Friday, July 23, 2010

Making Your Settings Come Alive

To make your settings believable, try visualizing the location where the scene takes place. Best yet, use a photo of or a visit to a real place.

In Where Love Once Lived, I could see in my mind the places where each scene took place. Some settings were imaginary and some were real, but they were all clear to me as I moved the characters about in the scene.

There is one scene in the book where the male and female protagonists meet on the campus of the University of Texas. I'd been there often enough to easily describe the scene, but before I began writing, I went there again.

I walked along the same sidewalks described in the book and sat on the bench where my fictional characters sat. I went to the Student Union and found out Brian and Karen's favorite place to eat had been replaced by a cluster of fast food stands you find in malls and airports today. I went on a Friday and listened to the Carillon play.

I took photos and posted them on my website, not only for future readers of the book, but for me to look at as I edited.

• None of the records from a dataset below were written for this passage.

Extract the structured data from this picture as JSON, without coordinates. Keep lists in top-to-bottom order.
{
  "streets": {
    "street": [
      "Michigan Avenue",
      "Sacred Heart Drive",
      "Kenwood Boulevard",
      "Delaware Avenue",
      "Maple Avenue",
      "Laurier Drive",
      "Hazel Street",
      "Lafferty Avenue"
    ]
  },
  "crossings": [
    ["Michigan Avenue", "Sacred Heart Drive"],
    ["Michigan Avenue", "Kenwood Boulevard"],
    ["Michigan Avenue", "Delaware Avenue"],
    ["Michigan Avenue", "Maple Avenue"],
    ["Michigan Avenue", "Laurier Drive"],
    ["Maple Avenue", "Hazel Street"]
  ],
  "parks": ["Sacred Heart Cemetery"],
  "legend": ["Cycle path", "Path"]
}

The photo shown here is of the bench where Brian and Karen had a picnic lunch while talking about their future. To see the other photos, go to and click on the setting locations to see the photos. There are also photos taken at the State Capitol, the Cabin, Mount Bonnell, and a church in South Houston that was in my mind as I wrote about the one set in Redondo Beach, California.

Let me know what you think about setting descriptions. Have you read books that made you feel you were there with the fictional characters? What if the author is describing a place you know quite well and you find errors. Does that bug you the way it does me?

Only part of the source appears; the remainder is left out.